|Title||Worst Case Hedges for Derivative Contracts|
|Afilliation||Scientific Computing, Scientific Computing, Scientific Computing|
|Publication Type||Master's thesis|
|Year of Publication||2009|
|Publisher||Lund Institute of Technology|
There is a wide range of stocks, commodities and banks to invest in on the market. In addition there are numerous bets on future rates and prices. Those bets are called derivatives. A reasonable price of a derivative is the expected profit from the bet. Financial mathematics aim at specifying the prices of derivatives. Almost all financial models assume the underlying (price or rate) to behave as a certain stochastic process. In this way all future values of the underlying is assigned a probability, and one may calculate the expected profit. This thesis investigates a model assuming nothing of that kind.

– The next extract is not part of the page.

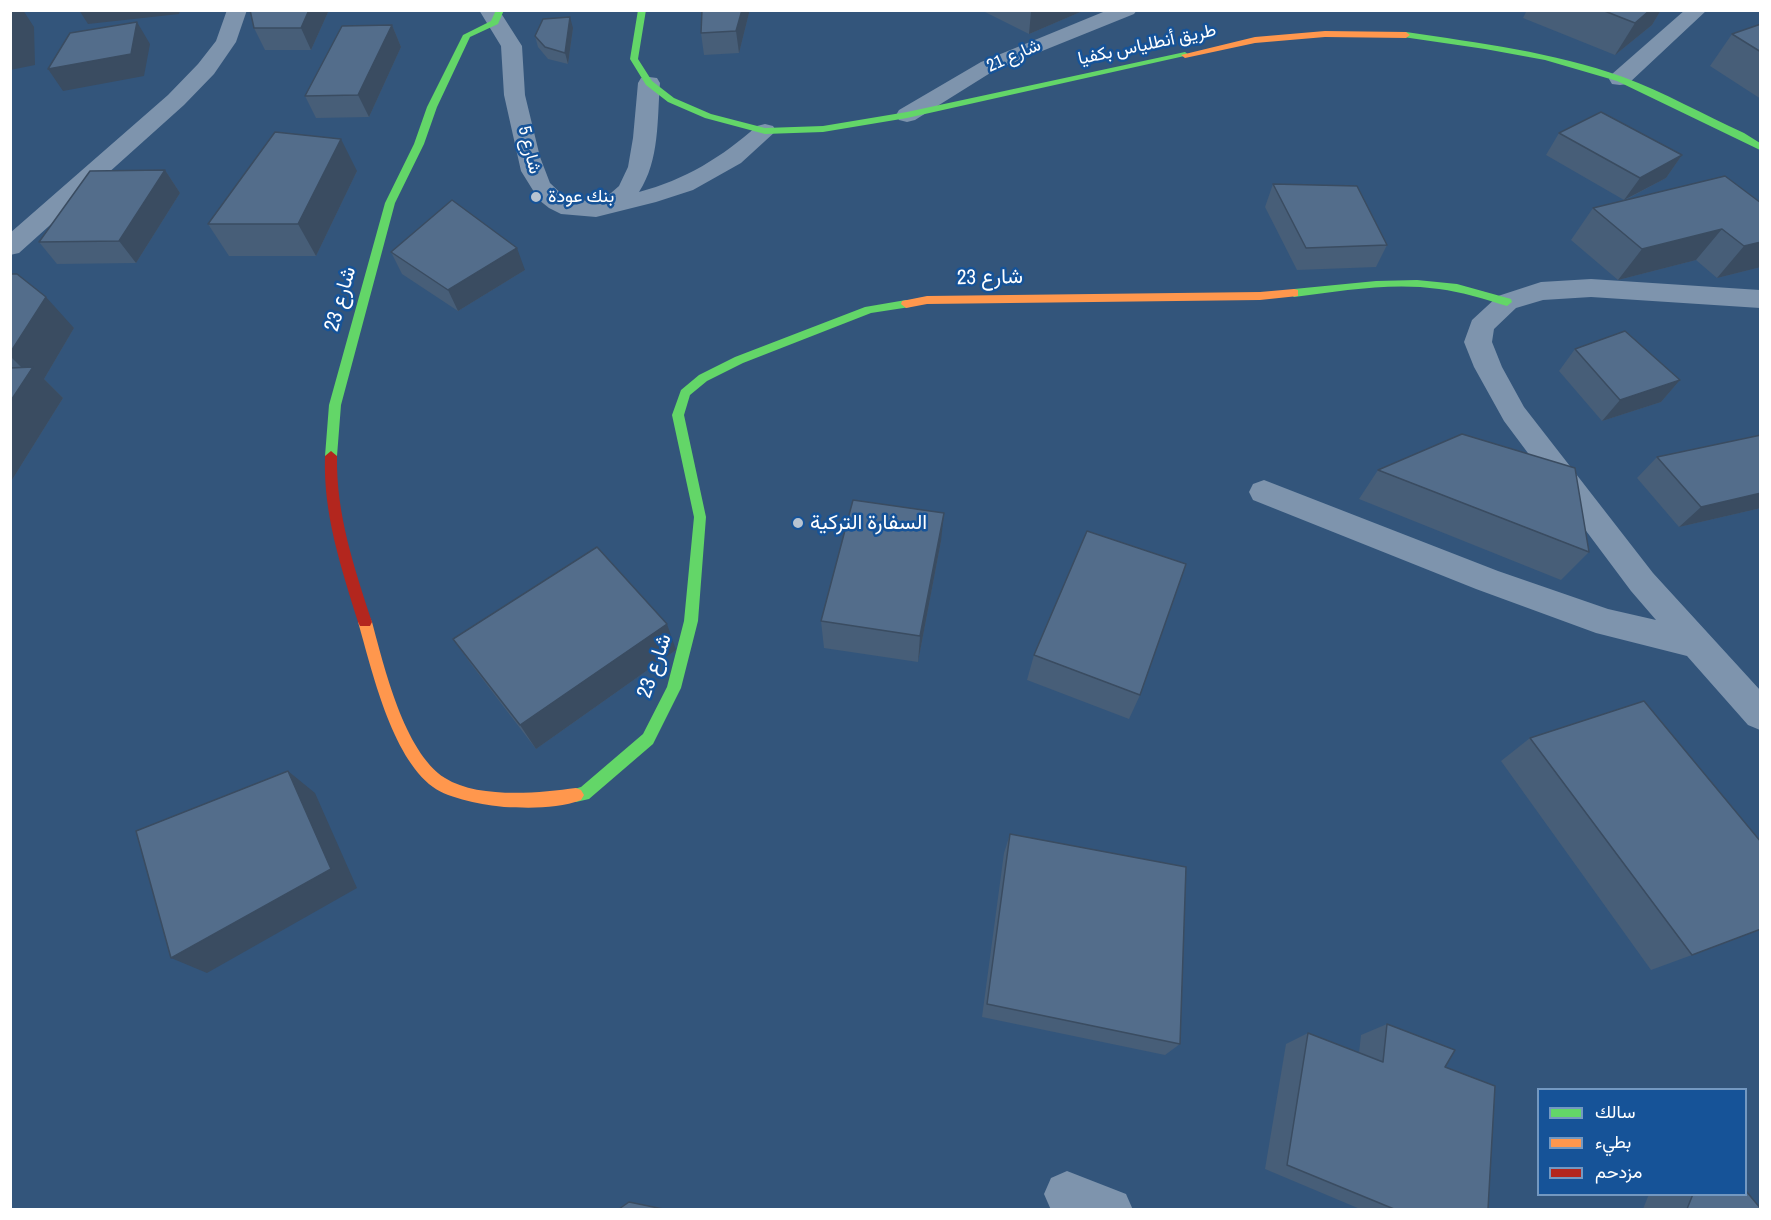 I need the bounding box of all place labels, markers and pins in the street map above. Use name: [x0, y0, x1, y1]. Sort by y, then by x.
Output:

No assumptions on the underlyings probability distribution are made. Instead one speci- fies what is not allowed to happen by having bounds on the evolution of the underlying. Such a model was introduced by Paul Wilmott and David Epstein in 1999. We search for a value spread of a portfolio on one underlying. The portfolio may consist of any simple derivatives as well as the underlying. Assuming the underlying takes the 'worst' possible path allowed by the bounds, one gets a lower value of a contract. This value is called the worst value. Similarly the worst value for a negative share of a contract, a sold contract, is called the best value. The model is derived in a very general setting so that the underlying may refer to either a stock, rate or commodity price process. The works from Epstein and Wilmott are solely dedicated to interest rate markets, why the result section focuses on a stock market.